■ Dataset entries
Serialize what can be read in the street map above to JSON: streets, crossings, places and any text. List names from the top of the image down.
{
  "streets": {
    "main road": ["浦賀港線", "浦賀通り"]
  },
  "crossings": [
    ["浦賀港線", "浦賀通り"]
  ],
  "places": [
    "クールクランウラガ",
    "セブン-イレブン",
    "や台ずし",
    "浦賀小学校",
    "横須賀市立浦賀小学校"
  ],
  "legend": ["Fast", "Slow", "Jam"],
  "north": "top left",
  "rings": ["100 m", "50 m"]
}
==
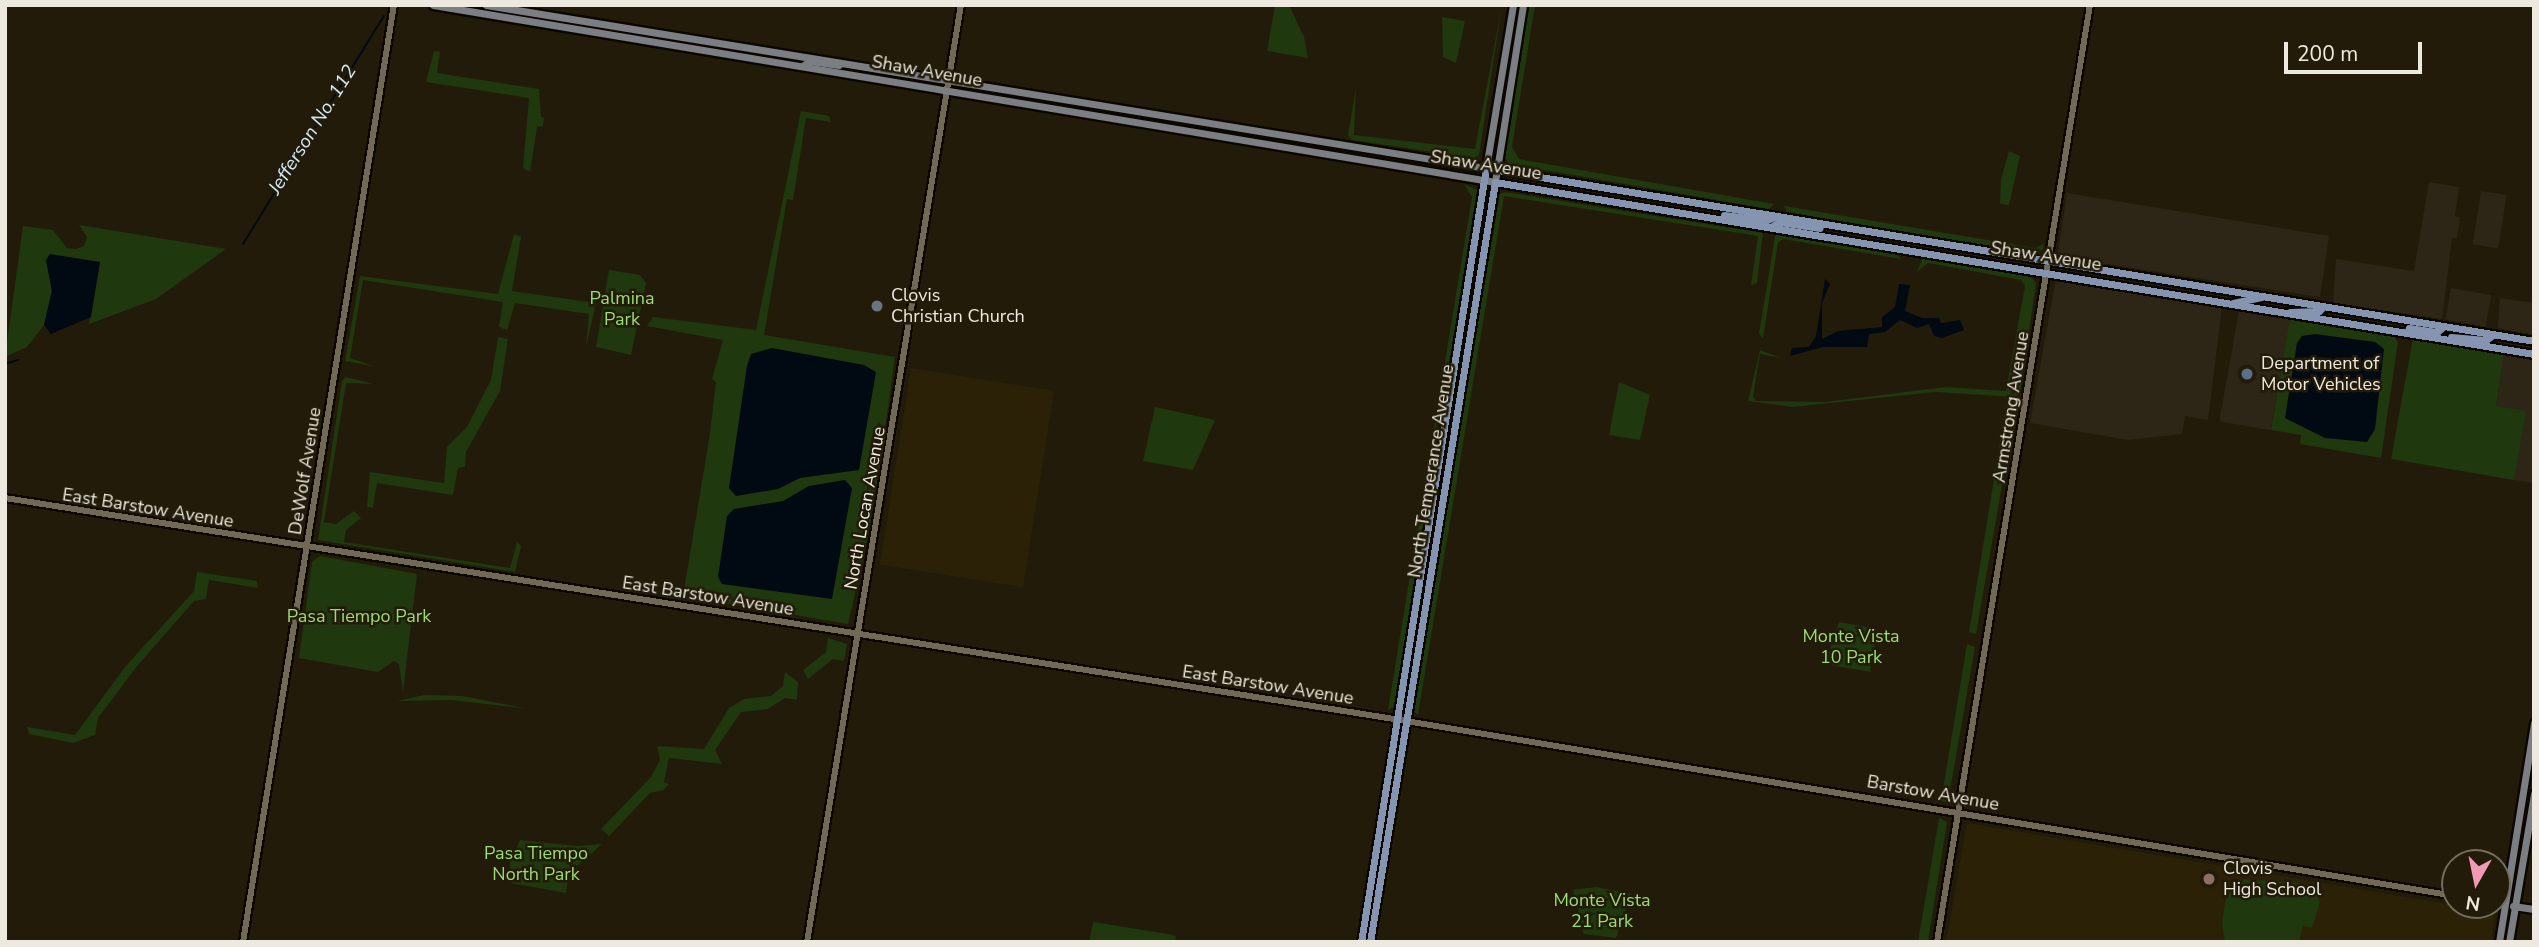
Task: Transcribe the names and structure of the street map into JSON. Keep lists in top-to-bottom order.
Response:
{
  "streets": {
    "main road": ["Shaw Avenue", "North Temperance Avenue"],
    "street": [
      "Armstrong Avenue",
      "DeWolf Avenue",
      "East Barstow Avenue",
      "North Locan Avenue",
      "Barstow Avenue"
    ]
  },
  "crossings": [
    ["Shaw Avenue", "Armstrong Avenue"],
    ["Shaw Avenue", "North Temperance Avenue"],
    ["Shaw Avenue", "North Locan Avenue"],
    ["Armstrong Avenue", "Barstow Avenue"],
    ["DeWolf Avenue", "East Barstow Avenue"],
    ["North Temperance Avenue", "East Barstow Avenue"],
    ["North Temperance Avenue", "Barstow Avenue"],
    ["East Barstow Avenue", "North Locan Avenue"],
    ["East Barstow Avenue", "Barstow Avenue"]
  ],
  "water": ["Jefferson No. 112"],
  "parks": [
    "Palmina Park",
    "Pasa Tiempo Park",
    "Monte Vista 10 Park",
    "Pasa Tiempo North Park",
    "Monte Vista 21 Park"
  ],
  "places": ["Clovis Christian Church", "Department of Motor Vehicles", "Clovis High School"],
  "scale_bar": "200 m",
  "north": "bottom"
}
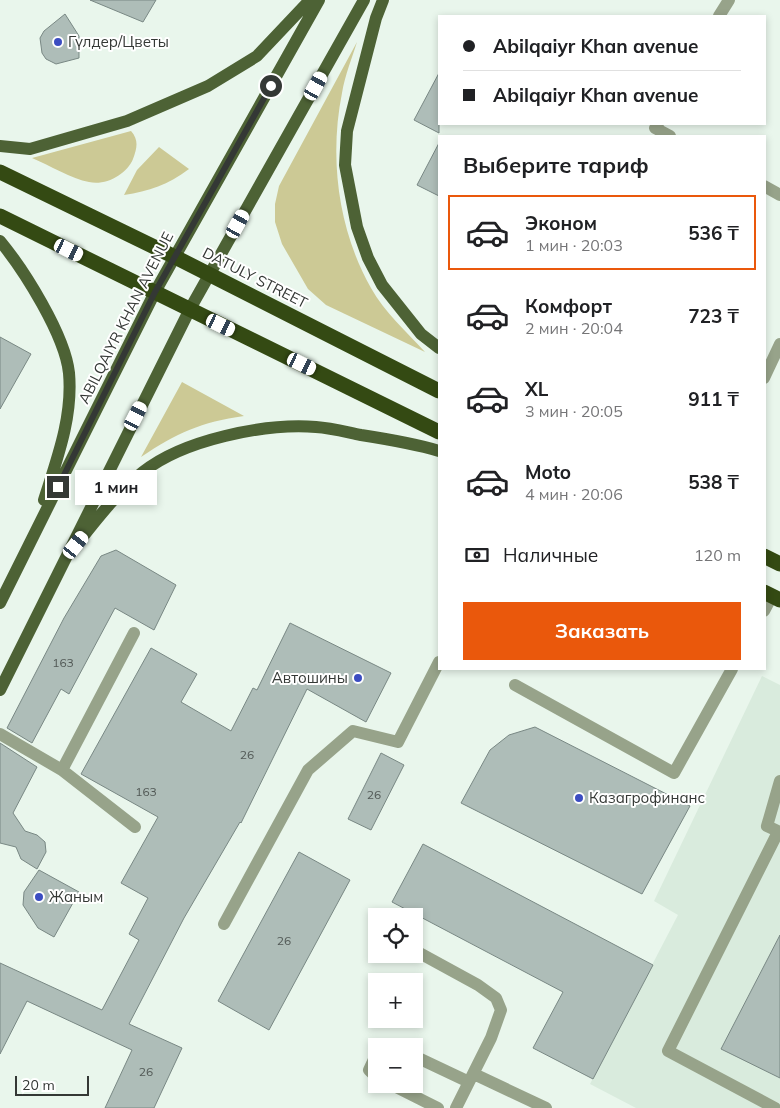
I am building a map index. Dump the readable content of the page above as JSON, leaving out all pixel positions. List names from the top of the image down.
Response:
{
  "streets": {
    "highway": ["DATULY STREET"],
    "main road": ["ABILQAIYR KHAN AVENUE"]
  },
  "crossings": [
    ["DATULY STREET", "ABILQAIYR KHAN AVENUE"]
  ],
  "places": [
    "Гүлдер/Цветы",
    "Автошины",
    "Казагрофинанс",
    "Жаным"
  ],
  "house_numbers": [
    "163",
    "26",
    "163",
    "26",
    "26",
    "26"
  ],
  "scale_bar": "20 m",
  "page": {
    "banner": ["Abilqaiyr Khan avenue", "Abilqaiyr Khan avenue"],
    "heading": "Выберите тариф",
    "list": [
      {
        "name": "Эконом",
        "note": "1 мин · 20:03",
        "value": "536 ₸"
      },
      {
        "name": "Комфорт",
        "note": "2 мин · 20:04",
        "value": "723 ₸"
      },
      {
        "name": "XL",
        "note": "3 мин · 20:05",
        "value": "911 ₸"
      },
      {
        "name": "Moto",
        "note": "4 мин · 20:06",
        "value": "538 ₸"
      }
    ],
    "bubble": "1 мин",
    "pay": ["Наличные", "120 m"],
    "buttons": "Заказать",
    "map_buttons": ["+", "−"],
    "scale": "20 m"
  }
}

■ Problem statement
Leave out the images and write out the lines above exactly, from the one with "Task: Transcribe the" up to and including the one with "I am building".

■ Result for this task
Task: Transcribe the names and structure of the street map into JSON. Keep lists in top-to-bottom order.
Response:
{
  "streets": {
    "main road": ["Shaw Avenue", "North Temperance Avenue"],
    "street": [
      "Armstrong Avenue",
      "DeWolf Avenue",
      "East Barstow Avenue",
      "North Locan Avenue",
      "Barstow Avenue"
    ]
  },
  "crossings": [
    ["Shaw Avenue", "Armstrong Avenue"],
    ["Shaw Avenue", "North Temperance Avenue"],
    ["Shaw Avenue", "North Locan Avenue"],
    ["Armstrong Avenue", "Barstow Avenue"],
    ["DeWolf Avenue", "East Barstow Avenue"],
    ["North Temperance Avenue", "East Barstow Avenue"],
    ["North Temperance Avenue", "Barstow Avenue"],
    ["East Barstow Avenue", "North Locan Avenue"],
    ["East Barstow Avenue", "Barstow Avenue"]
  ],
  "water": ["Jefferson No. 112"],
  "parks": [
    "Palmina Park",
    "Pasa Tiempo Park",
    "Monte Vista 10 Park",
    "Pasa Tiempo North Park",
    "Monte Vista 21 Park"
  ],
  "places": ["Clovis Christian Church", "Department of Motor Vehicles", "Clovis High School"],
  "scale_bar": "200 m",
  "north": "bottom"
}
I am building a map index. Dump the readable content of the page above as JSON, leaving out all pixel positions. List names from the top of the image down.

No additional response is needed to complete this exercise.